The main challenge is to find out the exact number of passengers carried by LTG LINK during the calendar year with the least possible error.

Passengers are currently counted as follows: 

  1. One-time tickets sold (at the station, online); 
  2. Fixed-term tickets are scanned on the train; 
  3. Scanned employee badges on the train (which are neither one-time nor fixed-term tickets, i.e. conductor employees who also travel);

Emerging challenges:

  • One-time tickets are calculated from sales, not from scanned data from the conductor. The conductor may not notice the passenger or may not be able to scan the ticket (e.g., a large number of passengers on a train or the passenger travels only a few stops), so data of tickets sold is taken to calculations, not scanned tickets; 
  • It is not possible to say exactly how many passengers traveled from point A to point B (sometimes a passenger has a ticket to a certain city, his ticket is scanned at the beginning of the journey, but he does not get off at the required stop and continues the journey); 
  • An unclear number of passengers who traveled without a travel ticket (e.g., the conductor did not notice, missed without a ticket or the passenger paid, but did not receive a ticket); 
  • When there is no connection in the train, the ticketing system hangs and the conductors give hand-written paper tickets, but they are not later counted into the ticket system because there is no such possibility.

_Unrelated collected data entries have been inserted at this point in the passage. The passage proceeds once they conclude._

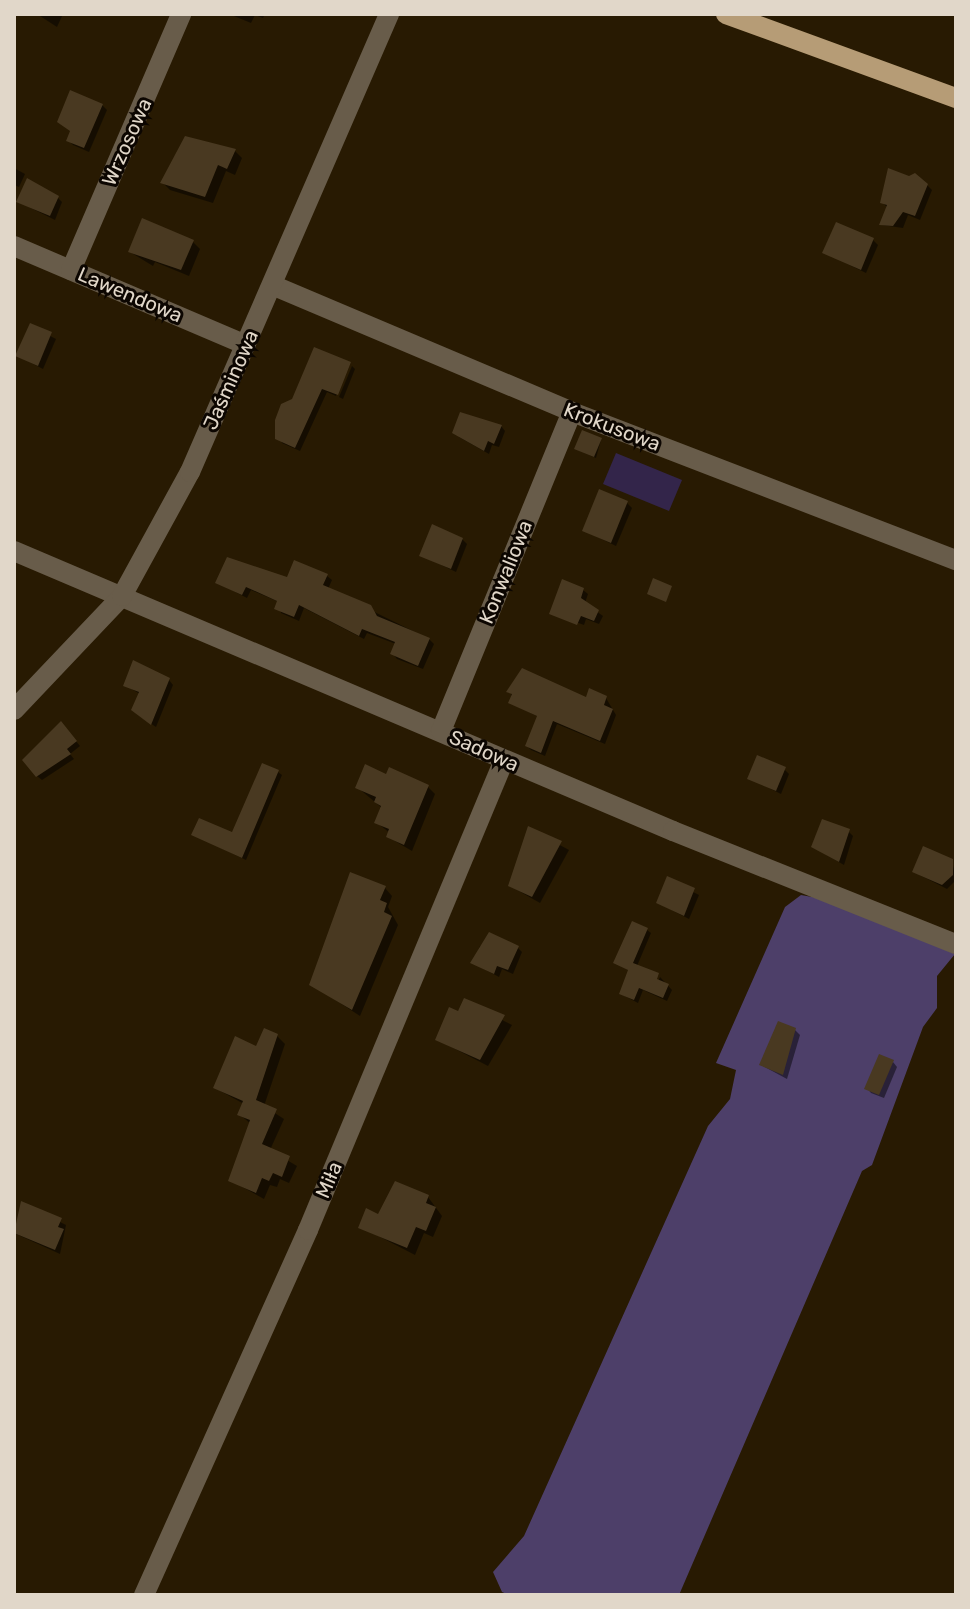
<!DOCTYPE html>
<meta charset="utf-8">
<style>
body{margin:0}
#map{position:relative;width:970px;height:1609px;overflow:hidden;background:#281a02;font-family:Rubik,sans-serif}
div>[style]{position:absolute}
.green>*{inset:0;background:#33254a}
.forest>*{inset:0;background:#4d3f69}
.shadow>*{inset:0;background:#0007}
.building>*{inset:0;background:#493921}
.minor>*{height:20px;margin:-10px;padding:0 10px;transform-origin:10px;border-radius:10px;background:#685c4a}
.major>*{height:20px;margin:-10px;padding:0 10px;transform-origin:10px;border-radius:10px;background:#b69c76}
span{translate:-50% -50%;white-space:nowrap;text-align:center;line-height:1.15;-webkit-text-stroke:6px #0c0601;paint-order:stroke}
.street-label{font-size:20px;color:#e1d7c9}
.frame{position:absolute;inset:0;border:16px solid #e1d7c9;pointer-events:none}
</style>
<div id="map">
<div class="green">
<div style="clip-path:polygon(616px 453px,682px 480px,669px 511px,603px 484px)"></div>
</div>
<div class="forest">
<div style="clip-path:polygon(801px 895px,829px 900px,955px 954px,937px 976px,937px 1008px,923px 1027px,872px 1165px,862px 1171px,679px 1595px,509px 1595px,502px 1592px,493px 1572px,524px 1536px,708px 1126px,730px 1099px,736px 1070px,716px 1063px,785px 907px)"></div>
</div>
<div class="shadow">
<div style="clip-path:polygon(37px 14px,63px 14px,57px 27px)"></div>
<div style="clip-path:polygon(229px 14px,265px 14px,263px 18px,255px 15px,251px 23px)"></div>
<div style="clip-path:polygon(102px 105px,107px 110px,89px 152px,73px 145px,68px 140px)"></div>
<div style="clip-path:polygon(235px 151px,242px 158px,235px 175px,226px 171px,213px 203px,170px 190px,162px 182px)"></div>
<div style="clip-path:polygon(14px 168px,25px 174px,19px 187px,14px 185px)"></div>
<div style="clip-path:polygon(927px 185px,932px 190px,920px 220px,908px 215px,903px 228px,882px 225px,888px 208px,882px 202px)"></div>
<div style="clip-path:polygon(57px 197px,62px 202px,55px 220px,19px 202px)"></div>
<div style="clip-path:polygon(873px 240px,878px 245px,866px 273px,825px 253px)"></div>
<div style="clip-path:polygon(192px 241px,200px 249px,189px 276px,155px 262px,153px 266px,130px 252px)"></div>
<div style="clip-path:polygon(31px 326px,56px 339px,43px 369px,18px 356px)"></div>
<div style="clip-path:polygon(349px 363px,336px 396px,327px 392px,300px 451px,282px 443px,277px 420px)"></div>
<div style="clip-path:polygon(352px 366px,355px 369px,343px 399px,339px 397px)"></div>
<div style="clip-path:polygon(501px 426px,505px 431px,499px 447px,492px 445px,489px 454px,459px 437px)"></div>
<div style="clip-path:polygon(601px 440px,596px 458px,578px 450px)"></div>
<div style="clip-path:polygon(627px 503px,632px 508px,616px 546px,585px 531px)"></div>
<div style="clip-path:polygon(462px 539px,467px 544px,456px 572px,421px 555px)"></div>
<div style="clip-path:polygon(327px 576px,332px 580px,328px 589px,429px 639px,434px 644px,423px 669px,397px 659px,393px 654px,396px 644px,367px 633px,364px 639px,304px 608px,299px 621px,281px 613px,279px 602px,251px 590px,247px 598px,218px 583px)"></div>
<div style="clip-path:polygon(583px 590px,588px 594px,585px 603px,603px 616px,599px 624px,586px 619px,584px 625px,554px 614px)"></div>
<div style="clip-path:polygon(169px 680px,173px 685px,156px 727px,138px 715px,140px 694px,125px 685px)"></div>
<div style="clip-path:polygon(514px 680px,587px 700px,606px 698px,616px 715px,605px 744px,557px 724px,545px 756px,531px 750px,527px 746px,539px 717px,510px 703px)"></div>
<div style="clip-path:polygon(66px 729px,80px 746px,70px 754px,74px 759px,42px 780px,37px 776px)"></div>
<div style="clip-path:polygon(784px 769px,789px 774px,781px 794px,749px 778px)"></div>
<div style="clip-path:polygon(278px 772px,282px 775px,246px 860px,194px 835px,233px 835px)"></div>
<div style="clip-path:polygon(387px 776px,427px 786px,435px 794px,412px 851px,388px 837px,390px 833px,376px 822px,382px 808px,357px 787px)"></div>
<div style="clip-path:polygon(530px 829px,569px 850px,540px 903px,510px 886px)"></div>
<div style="clip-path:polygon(848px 831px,853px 836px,844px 865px,813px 847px)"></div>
<div style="clip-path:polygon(952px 861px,956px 880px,947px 889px,914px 872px)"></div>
<div style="clip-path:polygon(668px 879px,699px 895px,689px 919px,658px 903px)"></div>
<div style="clip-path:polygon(385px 888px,392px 896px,388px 907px,398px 925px,360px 1016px,311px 984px)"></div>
<div style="clip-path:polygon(647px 930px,651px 933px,637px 966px,655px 989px,660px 977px,672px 990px,667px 1001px,643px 990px,638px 1003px,621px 994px,630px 971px,616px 963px)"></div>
<div style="clip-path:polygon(480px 946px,518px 948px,522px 952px,513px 974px,502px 969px,499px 977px,473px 963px)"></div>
<div style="clip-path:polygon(465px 1001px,512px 1025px,488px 1066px,438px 1040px)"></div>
<div style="clip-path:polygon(795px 1030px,800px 1035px,787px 1079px,761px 1065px)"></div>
<div style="clip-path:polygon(277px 1036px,285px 1044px,264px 1106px,284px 1119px,270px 1150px,297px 1166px,289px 1183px,280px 1179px,277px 1187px,270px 1185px,264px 1199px,230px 1180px,251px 1124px,239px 1114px,244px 1104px,215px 1088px)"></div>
<div style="clip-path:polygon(893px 1062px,897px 1067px,884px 1098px,871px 1093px,867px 1088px)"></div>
<div style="clip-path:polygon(428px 1197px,442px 1216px,433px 1237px,424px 1233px,415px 1255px,361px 1227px)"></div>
<div style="clip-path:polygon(22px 1203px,66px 1225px,60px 1254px,14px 1233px)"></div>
</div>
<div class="building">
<div style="clip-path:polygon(70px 90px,103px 104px,84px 148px,66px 141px,70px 131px,57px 122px)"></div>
<div style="clip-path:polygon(185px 136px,236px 149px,227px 169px,218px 165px,205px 197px,160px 183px)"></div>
<div style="clip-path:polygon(888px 168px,909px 176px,915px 173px,928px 184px,915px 216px,903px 212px,893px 226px,879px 225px,887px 205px,880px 203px)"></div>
<div style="clip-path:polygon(27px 178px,59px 196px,50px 216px,16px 202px)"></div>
<div style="clip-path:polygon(142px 218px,194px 240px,181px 270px,128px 252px)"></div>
<div style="clip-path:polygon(836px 222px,874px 238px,861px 270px,822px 253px)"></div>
<div style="clip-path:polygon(30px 323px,52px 332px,38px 366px,15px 356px)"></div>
<div style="clip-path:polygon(314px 347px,351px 362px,338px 395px,322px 389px,295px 448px,275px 439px,275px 420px,281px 404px,292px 399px)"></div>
<div style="clip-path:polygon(460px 412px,502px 425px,494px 444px,488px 441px,484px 451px,452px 433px)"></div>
<div style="clip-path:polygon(582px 430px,602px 438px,594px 457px,574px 449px)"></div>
<div style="clip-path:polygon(599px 489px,628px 501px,611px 543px,582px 531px)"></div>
<div style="clip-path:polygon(432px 524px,463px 538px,451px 569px,419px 556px)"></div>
<div style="clip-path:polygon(227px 557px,287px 577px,294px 560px,328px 574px,323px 585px,371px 605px,377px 616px,430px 638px,418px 666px,390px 654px,395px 642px,362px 629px,359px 636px,299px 605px,294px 617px,274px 609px,277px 601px,246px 587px,242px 595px,215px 583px)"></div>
<div style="clip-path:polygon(653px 578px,672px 586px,666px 602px,647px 594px)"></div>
<div style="clip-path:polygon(562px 579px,584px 588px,581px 598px,599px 610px,594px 621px,581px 616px,577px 625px,549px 614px)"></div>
<div style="clip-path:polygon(133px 660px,170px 678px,151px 725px,131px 710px,139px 692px,123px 686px)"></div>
<div style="clip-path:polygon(522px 668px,586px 697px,589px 688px,607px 696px,604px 705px,613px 709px,600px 741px,553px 721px,541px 753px,525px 746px,537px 716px,508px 703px,512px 694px,506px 692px)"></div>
<div style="clip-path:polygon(61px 721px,77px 741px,67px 749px,71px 754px,36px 777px,22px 760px)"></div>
<div style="clip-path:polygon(757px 755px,786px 767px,776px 791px,747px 779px)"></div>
<div style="clip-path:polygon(262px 763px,279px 770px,242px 858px,191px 835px,199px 818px,232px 832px)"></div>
<div style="clip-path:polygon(365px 764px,386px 774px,389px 767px,429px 785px,404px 845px,386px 837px,389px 829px,374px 823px,381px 806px,374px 802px,376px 797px,355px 788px)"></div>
<div style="clip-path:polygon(822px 819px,850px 829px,839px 862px,811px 847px)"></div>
<div style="clip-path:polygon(528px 826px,562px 841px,532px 897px,508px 886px)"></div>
<div style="clip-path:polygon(923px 846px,953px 859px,953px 875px,942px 885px,912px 872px)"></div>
<div style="clip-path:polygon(350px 872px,386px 886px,380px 900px,387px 903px,384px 912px,392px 916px,352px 1010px,309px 985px)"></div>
<div style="clip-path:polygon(667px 876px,695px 888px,684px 916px,656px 903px)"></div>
<div style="clip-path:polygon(632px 921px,648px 928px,633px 963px,659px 973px,657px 979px,669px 984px,663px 998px,639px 988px,634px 1000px,619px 994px,628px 970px,613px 963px)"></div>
<div style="clip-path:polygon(489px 932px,519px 946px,508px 970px,497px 966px,494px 974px,470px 963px)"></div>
<div style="clip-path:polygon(464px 998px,505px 1015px,480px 1060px,435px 1040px,449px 1007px,458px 1011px)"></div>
<div style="clip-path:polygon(778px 1021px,796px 1028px,783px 1075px,759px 1065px)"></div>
<div style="clip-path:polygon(264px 1028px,278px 1034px,256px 1100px,277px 1109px,262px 1144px,290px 1156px,282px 1177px,273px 1173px,269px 1181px,262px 1178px,256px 1193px,228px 1181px,250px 1120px,237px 1115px,243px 1101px,213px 1088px,235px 1036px,256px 1046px)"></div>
<div style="clip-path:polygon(879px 1054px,894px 1060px,879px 1095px,864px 1089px)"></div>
<div style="clip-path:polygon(395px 1181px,429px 1195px,426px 1203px,436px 1207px,426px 1231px,416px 1227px,407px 1248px,358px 1228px,366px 1208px,378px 1214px)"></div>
<div style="clip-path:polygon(21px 1201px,62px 1218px,58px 1227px,64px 1229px,55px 1250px,14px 1233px)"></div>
</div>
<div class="minor">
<div style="left:14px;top:246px;width:252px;rotate:23.1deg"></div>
<div style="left:71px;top:270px;width:279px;rotate:-66.7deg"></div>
<div style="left:272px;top:285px;width:326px;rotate:22.9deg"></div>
<div style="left:572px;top:412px;width:412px;rotate:21.1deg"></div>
<div style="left:14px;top:551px;width:716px;rotate:23.02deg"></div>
<div style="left:673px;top:831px;width:305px;rotate:21.8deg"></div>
<div style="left:14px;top:710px;width:157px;rotate:-46.5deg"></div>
<div style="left:122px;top:596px;width:141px;rotate:-61.3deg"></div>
<div style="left:190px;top:472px;width:499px;rotate:-66.5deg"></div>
<div style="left:441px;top:731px;width:345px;rotate:-67.7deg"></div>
<div style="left:144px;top:1595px;width:400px;rotate:-65.8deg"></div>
<div style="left:308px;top:1230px;width:509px;rotate:-67.36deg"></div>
</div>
<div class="major">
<div style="left:726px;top:14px;width:245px;rotate:20.1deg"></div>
</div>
<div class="street-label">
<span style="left:127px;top:142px;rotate:-66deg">Wrzosowa</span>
<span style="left:130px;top:295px;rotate:23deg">Lawendowa</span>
<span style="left:231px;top:380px;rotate:-66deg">Jaśminowa</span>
<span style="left:612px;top:427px;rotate:21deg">Krokusowa</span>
<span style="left:506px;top:572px;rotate:-68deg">Konwaliowa</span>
<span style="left:484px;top:751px;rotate:24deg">Sadowa</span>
<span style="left:329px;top:1180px;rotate:-67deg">Miła</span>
</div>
<div class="frame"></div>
</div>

By comparing real-time passenger data with ticket sales, it is hoped that such a solution will help to calculate the exact number of passengers more efficiently and to control the number of passengers traveling without tickets on rail journeys.


The solution shall have an analytical system that allows the counting of passengers entering and leaving each station and the “filtering” of accompanying passengers who are not traveling but might go into the train to lead other passengers.

The solution shall have an analytical system that allows the counting of passengers with children, animals, and the counting of bicycles and other large luggage carried by passengers.

The solution shall have an analytical system that allows separation of staff on the train (drivers, conductors) from all the rail passengers.

The analytical system must operate with a very small error (<1%).